Before I get into the content, let me preface this with this is a WORK IN PROGRESS. I have been contributing and collaborating using Open Source for quite a while now, and my recent work is focused on helping people collaborate using open source as well as how to host and build open source projects.
I am a firm believer of “measure what you want to do” – to the point that even indirect measures can be helpful indicators. Most of this article isn’t something you want to react to on a day-to-day basis – this is about strategic health and engagement. A lot of the information takes time to gather, and even more time to show useful trends.
Some of this may be blindingly obvious, and hopefully a few ideas (or more) will be useful. These nuggets are what I’ve built up to help understand the “success” of an open source project I am involved with, or running. I did a number of google searches for similar topics when I was establishing my last few projects – there weren’t too many articles or hints out there like this, so hopefully this is a little “give back”.
There are two different – related but very separate – ways to look at your project in terms of “success”:
Consumption is focused around “are folks effectively using this project”. The really awesome news in this space is that there’s been a lot of thinking about these kinds of measures – it’s the same question that anyone managing a product has been thinking about, so the same techniques to measure product success can be used.
If your project is a software library, then you will likely want to leverage public package management tooling that exists for the language of your choice: PyPi, CPAN, NPM, Swift Package Catalog, Go Search, etc. The trend of these package managers is heading towards relying on Github, Bitbucket, and Gitlab as a hosting location for the underlying data.
Some of the package indices provide some stats – npm, for example, can track downloads through NPM for the past day, week and month.
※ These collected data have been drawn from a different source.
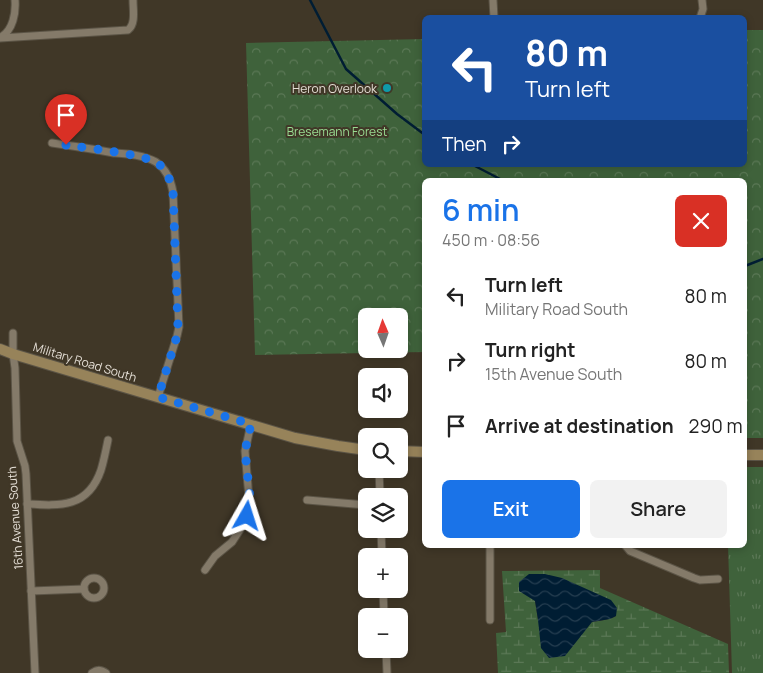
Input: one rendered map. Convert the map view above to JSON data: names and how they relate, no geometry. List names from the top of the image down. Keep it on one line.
{"streets":{"main road":["Military Road South"],"street":["16th Avenue South"]},"crossings":[["Military Road South","16th Avenue South"]],"parks":["Bresemann Forest"],"places":["Heron Overlook"],"north":"top","page":{"turn":["80 m","Turn left"],"then":"Then","heading":["6 min","450 m · 08:56"],"list":[{"name":"Turn left","note":"Military Road South","value":"80 m"},{"name":"Turn right","note":"15th Avenue South","value":"80 m"},{"name":"Arrive at destination","value":"290 m"}],"map_buttons":["+","−"],"buttons":["Exit","Share"]}}
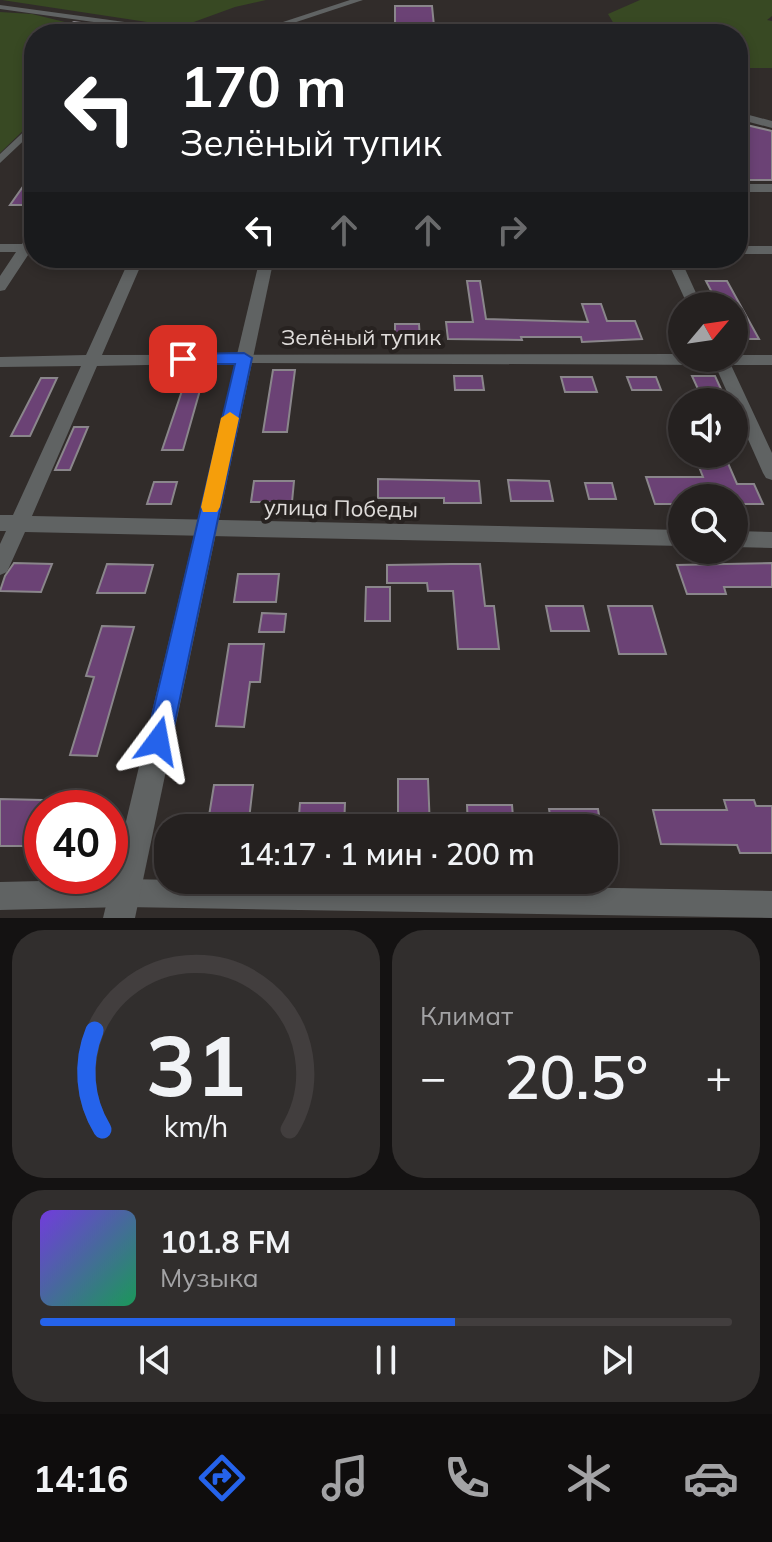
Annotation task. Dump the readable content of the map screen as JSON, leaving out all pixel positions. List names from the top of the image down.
{
  "streets": {
    "street": ["Зелёный тупик", "улица Победы"]
  },
  "north": "top right",
  "page": {
    "turn": ["170 m", "Зелёный тупик"],
    "limit": "40",
    "trip": "14:17 · 1 мин · 200 m",
    "tile": "Климат",
    "heat": ["−", "20.5°", "+"],
    "song": ["101.8 FM", "Музыка"],
    "tabs": "14:16",
    "gauge": ["31", "km/h"]
  }
}
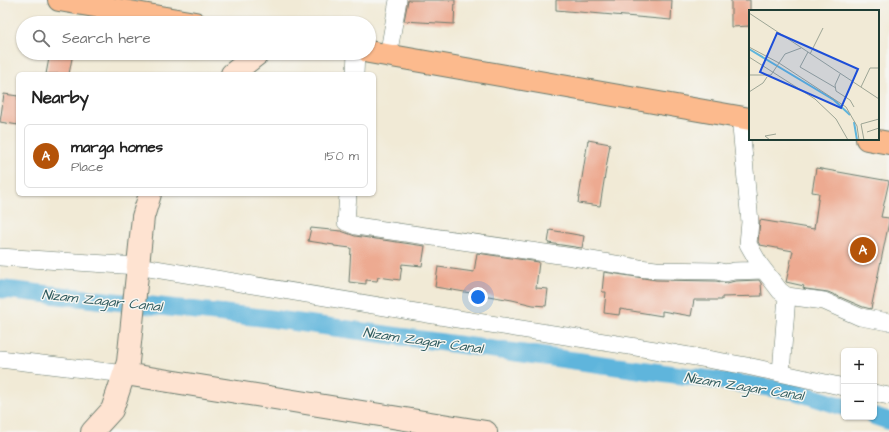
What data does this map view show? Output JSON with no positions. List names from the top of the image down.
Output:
{
  "water": ["Nizam Zagar Canal"],
  "page": {
    "search": "Search here",
    "heading": "Nearby",
    "list": [
      {
        "mark": "A",
        "name": "marga homes",
        "note": "Place",
        "value": "150 m"
      }
    ],
    "pins": "A",
    "map_buttons": ["+", "−"]
  }
}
A number of the package indicies will also have some measure of popularity where they try and relate consumption by some metric (examples: http://pypi-ranking.info/alltime, NPM keeps track of “how many dependents and stars a package has, and go-search tracks the number of stars on the underlying repo)
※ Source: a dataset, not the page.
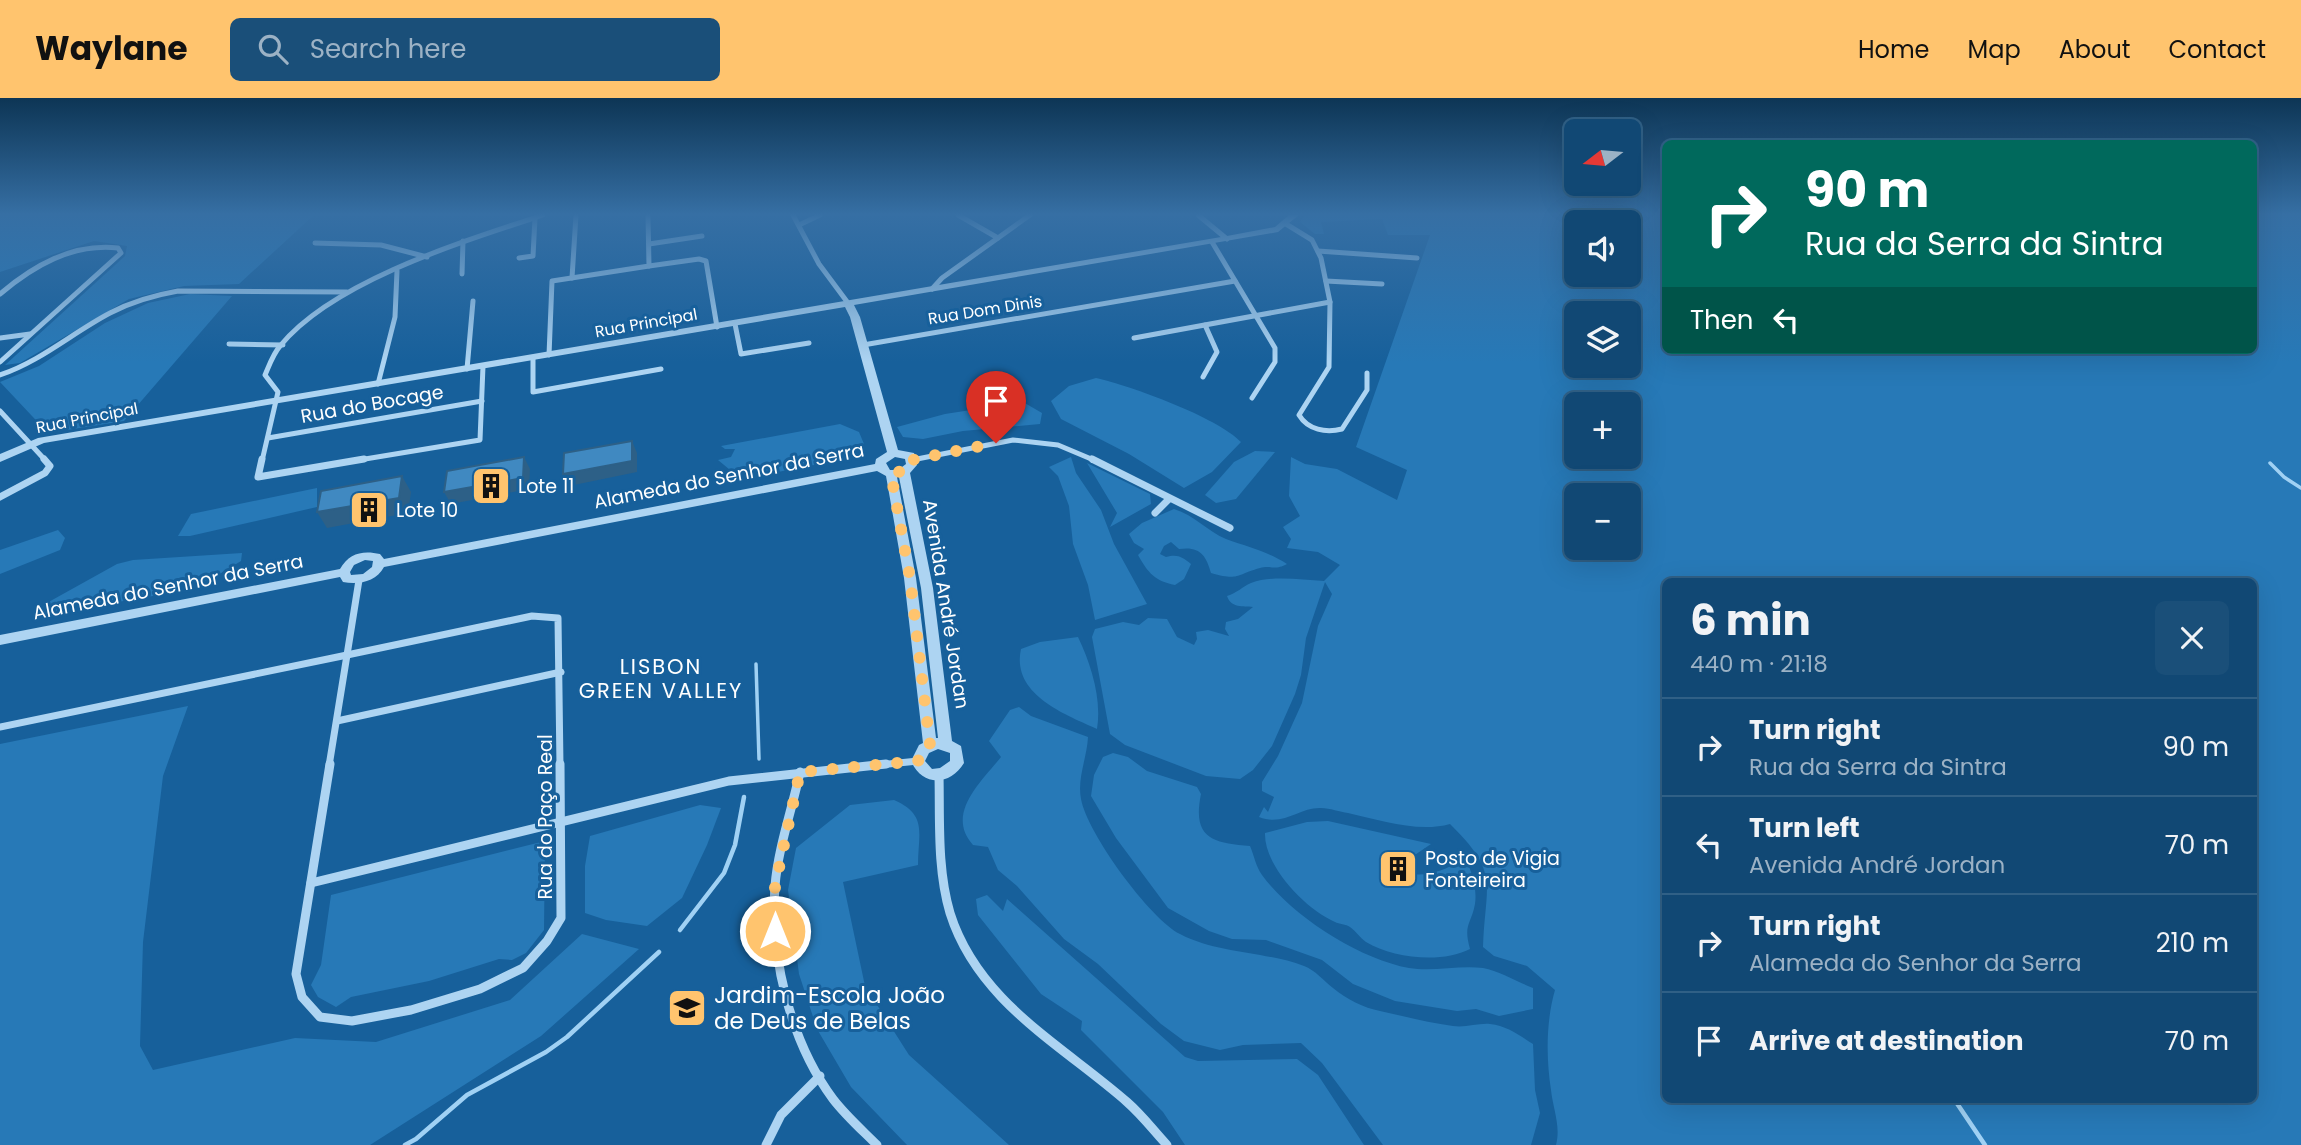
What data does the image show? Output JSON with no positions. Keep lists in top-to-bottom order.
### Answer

The underlying source system, like github, often have some metrics you can look at – and may have the best detail. Github “stars”, which is a social indicator that’s useful to pay attention to, and any given given repository has graphs that provide some basic analytics as well (although you need to be an admin on that repo to see it under the URI
graphs/traffic). Github also recently introduced the concept of “dependents” in its graphs – although I’ve not seen it populated with any details as yet. Traffic includes simple line charts for the past two weeks covering:
- Unique Cloners
- Unique Visitors
Documentation hosted on the Internet is another excellent place to get some metrics, and is a reasonable correlation to people using your library. If you’re hosting documentation for your project through either github pages or ReadTheDocs, you can embed in a Google Analytics code so that you can get page views, unique users per month, and other standard website analysis from those sites.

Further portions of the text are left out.